CREATE TABLE data_table AS
SELECT 1 id, 'a' val FROM dual
UNION ALL
SELECT 1 id, 'b' val FROM dual
UNION ALL
SELECT 1 id, 'c' val FROM dual
UNION ALL
SELECT 2 id, 'b' val FROM dual
UNION ALL
SELECT 2 id, 'd' val FROM dual

ID	VAL
1	a
1	b
1	c
2	b
2	d

For parameters value_to_overwrite = ‘a’ and value_to_use = ‘b’ the expected result should look like this:

ID	ORIGINAL_VALUE	NEW_VALUE
1	a	a
1	b	a
1	c	c
2	b	b
2	d	d

Note, that for id = 1, value ‘b’ is substituted with new value ‘a’ because both, value_to_overwrite (‘a’) and value_to_use (‘b’) exist in the val column. All other values should remain the same as substitution condition is not met.

To mimic the parameter use in the query we will create another table (rule_table) with a single row in it.

CREATE TABLE rule_table AS
SELECT 'a' value_to_use, 'b' value_to_overwrite
FROM dual

Translating requirements from English to SQL will likely result in a bulky and inefficient query. Let’s demonstrate that:

/* Values that need to be substituted */
SELECT d.id, d.val AS original_value, r.value_to_use AS new_value
FROM data_table d JOIN rule_table r ON d.val = r.value_to_overwrite
WHERE r.value_to_use IN (SELECT val
                         FROM data_table
                         WHERE id = d.id)
UNION ALL
/* Values that remain the same as only value_to_overwrite exist for given id */
SELECT d.id, d.val, d.val
FROM data_table d JOIN rule_table r ON d.val = r.value_to_overwrite
WHERE r.value_to_use NOT IN (SELECT val
                             FROM data_table
                             WHERE id = d.id)
UNION ALL
/* Values that remain the same as value_to_overwrite does not match val */
SELECT d.id, d.val, d.val
FROM data_table d
WHERE d.val NOT IN (SELECT value_to_overwrite
                    FROM rule_table)

As you can see, there are multiple (five) copies of the data_table used, which will lead to a poor performance when the size of the table increases dramatically.

A way better approach is to take the first SELECT from the UNIONed statement above and turn the INNER JOIN into an LEFT OUTER JOIN. At the same time, we need to move the filtering condition from the WHERE clause to the JOIN (otherwise, the LEFT JOIN will work as INNER JOIN):

SELECT d.id,
       d.val                      AS original_value,
       NVL(r.value_to_use, d.val) AS new_value
FROM data_table d LEFT JOIN rule_table r 
                  ON d.val = r.value_to_overwrite
                 AND r.value_to_use IN (SELECT val
                                        FROM data_table
                                        WHERE id = d.id)

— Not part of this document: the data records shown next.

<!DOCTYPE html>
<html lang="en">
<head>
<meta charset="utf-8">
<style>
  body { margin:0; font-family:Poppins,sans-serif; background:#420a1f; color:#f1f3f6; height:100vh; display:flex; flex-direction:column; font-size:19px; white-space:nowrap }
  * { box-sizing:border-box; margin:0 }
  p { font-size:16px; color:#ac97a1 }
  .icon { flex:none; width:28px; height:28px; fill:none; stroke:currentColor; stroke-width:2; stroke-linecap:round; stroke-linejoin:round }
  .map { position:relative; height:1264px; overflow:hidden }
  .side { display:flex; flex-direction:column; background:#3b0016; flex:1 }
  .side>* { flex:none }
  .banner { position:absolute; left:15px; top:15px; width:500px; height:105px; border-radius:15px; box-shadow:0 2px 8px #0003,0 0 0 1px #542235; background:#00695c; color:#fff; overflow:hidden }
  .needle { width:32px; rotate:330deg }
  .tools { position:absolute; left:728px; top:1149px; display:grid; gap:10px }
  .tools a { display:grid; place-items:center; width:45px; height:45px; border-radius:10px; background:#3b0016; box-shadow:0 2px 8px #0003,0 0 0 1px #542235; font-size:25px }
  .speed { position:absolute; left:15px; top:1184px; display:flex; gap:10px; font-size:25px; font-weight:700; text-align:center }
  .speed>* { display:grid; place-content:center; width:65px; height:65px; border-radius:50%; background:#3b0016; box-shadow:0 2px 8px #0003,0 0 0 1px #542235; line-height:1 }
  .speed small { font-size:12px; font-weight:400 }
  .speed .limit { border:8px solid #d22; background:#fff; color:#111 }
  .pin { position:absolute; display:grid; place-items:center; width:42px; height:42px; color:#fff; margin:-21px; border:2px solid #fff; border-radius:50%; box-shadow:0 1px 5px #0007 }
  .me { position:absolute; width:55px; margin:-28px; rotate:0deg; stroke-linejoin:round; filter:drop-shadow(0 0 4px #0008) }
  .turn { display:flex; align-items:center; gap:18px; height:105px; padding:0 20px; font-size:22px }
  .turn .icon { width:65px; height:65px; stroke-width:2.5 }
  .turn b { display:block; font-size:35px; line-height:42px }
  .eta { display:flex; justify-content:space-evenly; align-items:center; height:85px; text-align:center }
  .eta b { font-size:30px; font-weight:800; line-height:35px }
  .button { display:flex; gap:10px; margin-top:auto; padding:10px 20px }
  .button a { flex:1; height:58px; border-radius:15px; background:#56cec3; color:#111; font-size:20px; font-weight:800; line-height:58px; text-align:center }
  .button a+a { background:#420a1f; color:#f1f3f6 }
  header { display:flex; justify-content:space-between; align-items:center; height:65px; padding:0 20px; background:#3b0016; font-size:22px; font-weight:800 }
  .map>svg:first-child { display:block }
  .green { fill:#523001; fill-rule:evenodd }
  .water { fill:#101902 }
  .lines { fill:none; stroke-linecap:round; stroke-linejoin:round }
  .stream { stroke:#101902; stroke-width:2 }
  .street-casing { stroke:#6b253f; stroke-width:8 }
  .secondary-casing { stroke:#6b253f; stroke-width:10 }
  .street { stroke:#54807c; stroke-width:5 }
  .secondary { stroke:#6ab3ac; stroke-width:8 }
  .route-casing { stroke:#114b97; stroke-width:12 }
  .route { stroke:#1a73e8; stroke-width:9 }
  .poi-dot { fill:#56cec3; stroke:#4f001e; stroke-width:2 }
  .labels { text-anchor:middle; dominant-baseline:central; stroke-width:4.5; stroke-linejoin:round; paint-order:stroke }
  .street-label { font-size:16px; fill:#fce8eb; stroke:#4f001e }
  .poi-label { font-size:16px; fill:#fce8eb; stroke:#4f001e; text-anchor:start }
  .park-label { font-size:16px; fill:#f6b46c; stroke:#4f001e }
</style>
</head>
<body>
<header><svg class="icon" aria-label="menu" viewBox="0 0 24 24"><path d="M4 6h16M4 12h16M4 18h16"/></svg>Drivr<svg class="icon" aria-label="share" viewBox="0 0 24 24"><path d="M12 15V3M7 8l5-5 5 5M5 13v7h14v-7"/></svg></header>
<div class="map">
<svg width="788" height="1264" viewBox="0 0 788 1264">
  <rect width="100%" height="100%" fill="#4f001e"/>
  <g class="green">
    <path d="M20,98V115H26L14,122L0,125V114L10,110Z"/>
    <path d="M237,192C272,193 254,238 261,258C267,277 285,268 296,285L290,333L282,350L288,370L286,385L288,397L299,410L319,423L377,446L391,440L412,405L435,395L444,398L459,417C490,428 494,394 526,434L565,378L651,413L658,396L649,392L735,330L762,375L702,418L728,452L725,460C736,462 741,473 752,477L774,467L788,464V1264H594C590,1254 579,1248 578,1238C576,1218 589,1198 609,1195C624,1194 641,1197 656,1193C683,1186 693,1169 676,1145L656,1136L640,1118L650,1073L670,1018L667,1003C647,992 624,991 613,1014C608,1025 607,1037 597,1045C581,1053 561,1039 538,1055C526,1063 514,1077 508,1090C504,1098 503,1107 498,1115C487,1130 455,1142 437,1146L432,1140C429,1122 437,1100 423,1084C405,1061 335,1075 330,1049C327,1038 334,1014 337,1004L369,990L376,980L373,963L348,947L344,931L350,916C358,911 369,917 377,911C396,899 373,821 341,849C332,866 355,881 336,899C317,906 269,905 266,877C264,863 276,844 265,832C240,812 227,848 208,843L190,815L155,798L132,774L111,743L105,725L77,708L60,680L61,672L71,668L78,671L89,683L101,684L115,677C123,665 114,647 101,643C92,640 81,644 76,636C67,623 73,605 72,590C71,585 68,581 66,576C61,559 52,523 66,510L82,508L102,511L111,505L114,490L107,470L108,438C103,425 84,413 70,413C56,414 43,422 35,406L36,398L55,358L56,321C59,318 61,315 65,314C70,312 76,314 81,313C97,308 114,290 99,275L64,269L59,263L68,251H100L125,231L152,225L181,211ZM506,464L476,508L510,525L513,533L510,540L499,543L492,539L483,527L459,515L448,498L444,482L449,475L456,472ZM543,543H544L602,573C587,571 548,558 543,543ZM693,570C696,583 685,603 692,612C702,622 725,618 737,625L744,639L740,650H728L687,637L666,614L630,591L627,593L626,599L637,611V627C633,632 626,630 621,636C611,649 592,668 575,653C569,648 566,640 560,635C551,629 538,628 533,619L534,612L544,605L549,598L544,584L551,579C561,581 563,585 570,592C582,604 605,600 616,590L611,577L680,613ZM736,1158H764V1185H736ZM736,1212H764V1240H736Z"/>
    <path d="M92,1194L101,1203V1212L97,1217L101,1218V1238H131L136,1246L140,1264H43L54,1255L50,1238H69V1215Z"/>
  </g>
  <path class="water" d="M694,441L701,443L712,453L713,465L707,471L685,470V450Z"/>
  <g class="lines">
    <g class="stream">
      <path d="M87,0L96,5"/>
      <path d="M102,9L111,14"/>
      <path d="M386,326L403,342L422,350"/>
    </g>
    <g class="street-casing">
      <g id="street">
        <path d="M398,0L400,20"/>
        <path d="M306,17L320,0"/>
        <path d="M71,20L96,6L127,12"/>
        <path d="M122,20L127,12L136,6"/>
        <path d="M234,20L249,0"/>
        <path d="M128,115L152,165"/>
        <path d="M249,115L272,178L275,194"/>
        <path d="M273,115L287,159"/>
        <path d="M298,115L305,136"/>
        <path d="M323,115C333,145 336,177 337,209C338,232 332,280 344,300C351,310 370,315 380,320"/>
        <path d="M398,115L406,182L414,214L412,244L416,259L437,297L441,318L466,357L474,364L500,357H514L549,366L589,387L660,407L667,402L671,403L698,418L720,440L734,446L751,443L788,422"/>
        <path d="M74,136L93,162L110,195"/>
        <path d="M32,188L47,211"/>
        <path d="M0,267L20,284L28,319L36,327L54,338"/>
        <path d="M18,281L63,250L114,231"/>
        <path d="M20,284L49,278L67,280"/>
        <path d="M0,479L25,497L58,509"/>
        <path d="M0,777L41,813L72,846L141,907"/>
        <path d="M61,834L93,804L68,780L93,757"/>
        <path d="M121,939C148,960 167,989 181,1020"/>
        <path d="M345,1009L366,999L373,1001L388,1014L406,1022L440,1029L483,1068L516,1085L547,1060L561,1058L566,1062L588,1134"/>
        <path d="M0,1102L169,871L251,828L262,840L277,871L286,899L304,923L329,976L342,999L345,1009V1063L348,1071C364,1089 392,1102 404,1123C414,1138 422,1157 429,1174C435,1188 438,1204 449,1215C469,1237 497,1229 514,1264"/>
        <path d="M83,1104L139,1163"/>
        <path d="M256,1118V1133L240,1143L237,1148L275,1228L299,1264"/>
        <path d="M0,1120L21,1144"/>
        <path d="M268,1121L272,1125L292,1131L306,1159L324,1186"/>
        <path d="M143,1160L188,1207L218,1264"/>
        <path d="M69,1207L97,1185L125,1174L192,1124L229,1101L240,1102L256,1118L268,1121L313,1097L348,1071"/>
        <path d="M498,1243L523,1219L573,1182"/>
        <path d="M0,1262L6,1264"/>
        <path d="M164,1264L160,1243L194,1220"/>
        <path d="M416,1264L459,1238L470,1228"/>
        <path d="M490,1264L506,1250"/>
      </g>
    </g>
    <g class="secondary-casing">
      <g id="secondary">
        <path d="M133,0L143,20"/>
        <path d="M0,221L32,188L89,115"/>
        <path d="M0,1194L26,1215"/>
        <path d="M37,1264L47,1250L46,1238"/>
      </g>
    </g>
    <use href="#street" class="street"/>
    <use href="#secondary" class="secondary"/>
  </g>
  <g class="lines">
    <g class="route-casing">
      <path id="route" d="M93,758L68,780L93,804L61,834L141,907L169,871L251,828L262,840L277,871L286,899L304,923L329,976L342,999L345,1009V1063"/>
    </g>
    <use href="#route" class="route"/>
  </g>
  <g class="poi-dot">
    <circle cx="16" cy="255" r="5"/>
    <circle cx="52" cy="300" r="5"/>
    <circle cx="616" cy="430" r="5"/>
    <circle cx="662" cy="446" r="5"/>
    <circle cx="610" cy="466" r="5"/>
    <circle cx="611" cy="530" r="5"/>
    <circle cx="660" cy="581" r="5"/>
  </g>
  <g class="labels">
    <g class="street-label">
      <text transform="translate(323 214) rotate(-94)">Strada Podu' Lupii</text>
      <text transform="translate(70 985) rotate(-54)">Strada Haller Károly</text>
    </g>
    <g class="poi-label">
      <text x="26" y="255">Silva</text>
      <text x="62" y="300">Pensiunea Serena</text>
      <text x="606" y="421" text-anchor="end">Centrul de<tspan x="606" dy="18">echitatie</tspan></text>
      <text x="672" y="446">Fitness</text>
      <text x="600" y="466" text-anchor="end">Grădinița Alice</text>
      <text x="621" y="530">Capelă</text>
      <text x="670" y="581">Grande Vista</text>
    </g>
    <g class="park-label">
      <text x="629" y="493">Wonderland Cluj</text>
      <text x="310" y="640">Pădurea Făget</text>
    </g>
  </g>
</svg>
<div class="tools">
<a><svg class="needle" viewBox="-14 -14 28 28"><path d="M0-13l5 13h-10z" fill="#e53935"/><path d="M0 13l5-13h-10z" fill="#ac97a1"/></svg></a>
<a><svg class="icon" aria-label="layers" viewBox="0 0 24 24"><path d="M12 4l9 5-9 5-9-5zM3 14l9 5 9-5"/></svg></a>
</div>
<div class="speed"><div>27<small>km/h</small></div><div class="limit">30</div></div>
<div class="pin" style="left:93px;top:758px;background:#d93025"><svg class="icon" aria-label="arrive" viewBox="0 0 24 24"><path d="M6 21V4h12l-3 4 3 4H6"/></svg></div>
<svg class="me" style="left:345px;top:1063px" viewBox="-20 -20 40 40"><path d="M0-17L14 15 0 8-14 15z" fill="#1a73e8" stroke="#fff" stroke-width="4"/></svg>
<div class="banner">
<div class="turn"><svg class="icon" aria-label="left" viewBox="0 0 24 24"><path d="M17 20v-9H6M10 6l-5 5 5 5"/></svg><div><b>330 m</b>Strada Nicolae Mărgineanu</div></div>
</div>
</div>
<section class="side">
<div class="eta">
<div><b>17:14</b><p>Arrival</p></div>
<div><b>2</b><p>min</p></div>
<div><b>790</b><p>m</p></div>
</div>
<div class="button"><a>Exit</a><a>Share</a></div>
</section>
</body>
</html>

This is a quite efficient and fairly short query that uses only two copies of the data_table. Can we do better than that? Yes, we can!

WITH x AS (
SELECT id, val,
       MIN(CASE WHEN val IN (value_to_use, value_to_overwrite) 
                THEN val 
           END)
       OVER(PARTITION BY id, value_to_overwrite)  min_val,
       MAX(CASE WHEN val IN (value_to_use, value_to_overwrite) 
                THEN val 
           END)
       OVER(PARTITION BY id, value_to_overwrite)  max_val,
       LEAST(value_to_use, value_to_overwrite)    min_ow,
       GREATEST(value_to_use, value_to_overwrite) max_ow,
       value_to_use, value_to_overwrite
FROM data_table CROSS JOIN rule_table 
)
SELECT id, val AS original_value,
       CASE WHEN min_val=min_ow AND
                 max_val=max_ow AND
                 val=value_to_overwrite THEN value_to_use
       ELSE val
       END AS new_value
FROM x

Analytic functions MIN and MAX let us scan the data_table vertically while LEAST and GREATEST do the same horizontally. The later pair of functions come very handy when you need to compare pairs of values, so the smaller of the values should match LEAST and the other – GREATEST.

And still, the last strategy has one flaw: we used a Cartesian Product (CROSS JOIN) which means that had we have more than one substitution rule, the method would not work properly. Let’s fix it.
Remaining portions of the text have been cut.